Even in the low light, he could see her blush. “Of course. I can’t forget.”

“I can’t, either.”

They looked at each other a long moment. She reached over and kissed him softly. And
then she moved her mouth beneath his chin and kissed him there at the soft junction
between his jaw and his throat.

“You’re not going to stop until you get your way, are you?”

She laughed. “No.”

“Very well,” he said. “Just know that what we do here is nothing more than a lesson
in the sensual arts.”

“It has to be that,” she said. “You’re a groom. And I’m a lady.”

“Exactly.”

When he lowered her night rail and saw her breasts in the lantern light, he had to
suck in a breath. She was stunning—two globes of milky white skin topped with rosy
nipples.

“Someone should paint you,” he said.

She smiled and peeled off his shirt. “Ah,” she whispered, and rubbed her breasts against
his skin. “Mm-m-m,” she said next, and reached for his breeches.

He helped her open them but let her slide them down his hips. She gave several tugs
and made noises that somehow reminded him of the puppies—frustrated sounds that warmed
him, made him grin.

“Oh,” she said when he stood in his naked glory.

He said nothing, but he enjoyed her staring.

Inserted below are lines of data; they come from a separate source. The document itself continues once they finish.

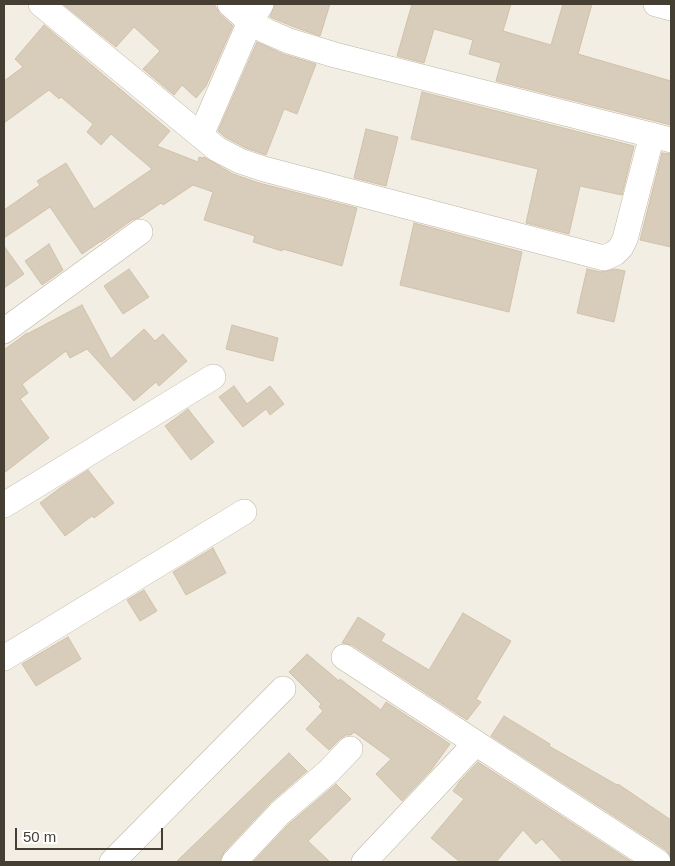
<!DOCTYPE html>
<style>
body{margin:0}
#map{position:relative;width:675px;height:866px;overflow:hidden;background:#f3eee3;font-family:Helvetica,sans-serif}
canvas{display:block}
.frame{position:absolute;inset:0;border:5px solid #453e33;pointer-events:none}
.scale{position:absolute;left:15px;top:828px;width:148px;height:22px;box-sizing:border-box;border:2px solid #453e33;border-top:0;padding-left:6px;font-size:15px;line-height:18px;white-space:nowrap;color:#453e33;-webkit-text-stroke:4px #fff;paint-order:stroke}
</style>
<div id="map">
<canvas width="675" height="866"></canvas>
<div class="frame"></div>
<div class="scale">50 m</div>
</div>
<script>
const c = document.querySelector('canvas').getContext('2d');
c.lineJoin = 'round';
function paint(path, color) { c.fillStyle = color; c.fill(path, 'evenodd'); }
const poly = rows => new Path2D(rows.map(r => 'M' + r).join(''));
function stroke(path, color, width, dash) { c.strokeStyle = color; c.lineWidth = width; c.lineCap = dash ? 'butt' : 'round'; c.setLineDash(dash || []); c.stroke(path); }
const building = poly([
 [63,4,214,4,220,14,233,26,206,86,196,98,182,85,174,95,143,69,160,51,134,27,116,47,63,4],
 [275,4,330,4,320,36,294,27,270,17,275,4],
 [412,4,511,4,503,31,551,45,563,4,592,4,578,54,671,81,671,125,496,81,501,63,469,54,473,40,434,29,424,63,397,56,412,4],
 [44,25,170,131,157,146,198,162,199,157,203,158,204,157,233,174,259,183,357,208,342,266,283,249,282,251,253,242,255,236,204,220,213,192,193,185,163,205,161,203,139,218,132,220,101,242,101,241,82,254,50,207,4,238,4,210,40,185,37,181,66,163,94,209,152,169,111,134,101,145,87,132,93,124,61,97,59,99,49,90,4,123,4,81,23,67,15,59,44,25],
 [257,42,283,54,316,64,297,114,284,109,266,155,246,148,225,137,218,131,257,42],
 [422,92,634,146,622,195,580,186,569,234,526,223,538,169,411,139,422,92],
 [366,129,398,137,386,186,354,178,366,129],
 [662,153,671,154,671,247,640,240,662,153],
 [414,223,522,252,509,312,400,285,414,223],
 [49,244,63,270,42,285,25,261,49,244],
 [4,246,24,274,4,288,4,246],
 [129,269,149,297,123,314,104,286,129,269],
 [587,269,601,272,615,269,625,271,614,322,577,313,587,269],
 [82,305,111,359,144,329,155,341,163,334,187,361,159,386,156,382,134,401,87,349,70,358,66,351,22,384,28,393,20,399,49,438,4,473,4,350,27,333,27,334,82,305],
 [232,325,278,338,273,361,226,349,232,325],
 [234,386,247,404,270,386,284,404,270,415,266,409,243,427,219,397,234,386],
 [188,409,214,442,191,460,165,426,188,409],
 [88,470,114,503,94,518,92,516,65,536,40,503,60,488,88,470],
 [213,548,226,573,186,595,173,572,213,548],
 [144,590,157,611,140,621,127,600,144,590],
 [463,613,511,641,476,699,481,702,467,720,352,645,342,643,358,617,385,634,381,641,429,670,463,613],
 [68,637,81,659,36,686,22,664,68,637],
 [307,654,339,681,340,679,381,710,386,702,450,744,431,770,402,801,376,774,391,759,354,732,351,735,346,735,340,739,329,750,306,729,323,711,319,707,321,704,289,672,307,654],
 [504,716,550,744,549,746,617,785,618,784,671,820,671,857,666,850,491,736,504,716],
 [289,753,307,771,270,803,224,852,220,862,176,862,289,753],
 [478,762,632,862,563,862,542,839,536,844,523,830,496,862,460,862,431,838,464,799,453,791,460,781,478,762],
 [336,784,351,799,308,841,330,862,253,862,290,823,336,784]
]);
paint(building, '#d8ccba');
stroke(building, '#d1c1aa', 1);
const minor = poly([
 [41,4,217,149,240,161,264,169,604,258,615,253,621,247,625,239,652,135],
 [230,4,250,22,266,31,289,41,335,55,671,140],
 [656,4,671,8],
 [201,135,250,22,261,4],
 [4,331,140,232],
 [4,505,213,377],
 [344,657,658,862],
 [4,658,244,512],
 [112,862,283,689],
 [234,862,280,813,329,771,350,749],
 [364,862,476,743]
]);
stroke(minor, '#bfb6a5', 26);
stroke(minor, '#fff', 25);
</script>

She looked up at him, her eyes wide. “I’m rather scared now,” she whispered. “Not
to hurt your feelings, but”—she swallowed—“it’s very imposing.”

He chuckled. “There’s nothing to fear. I promise you.”

“Really?”

“Yes.” He pulled her close against him and reveled in the silken feel of her. “You’re
safe with me. Tonight your lesson only goes so far as a look.”

She snuggled closer.

“We’re not done with you, though,” he said.

“No.” Her entire body was taut with anxiety.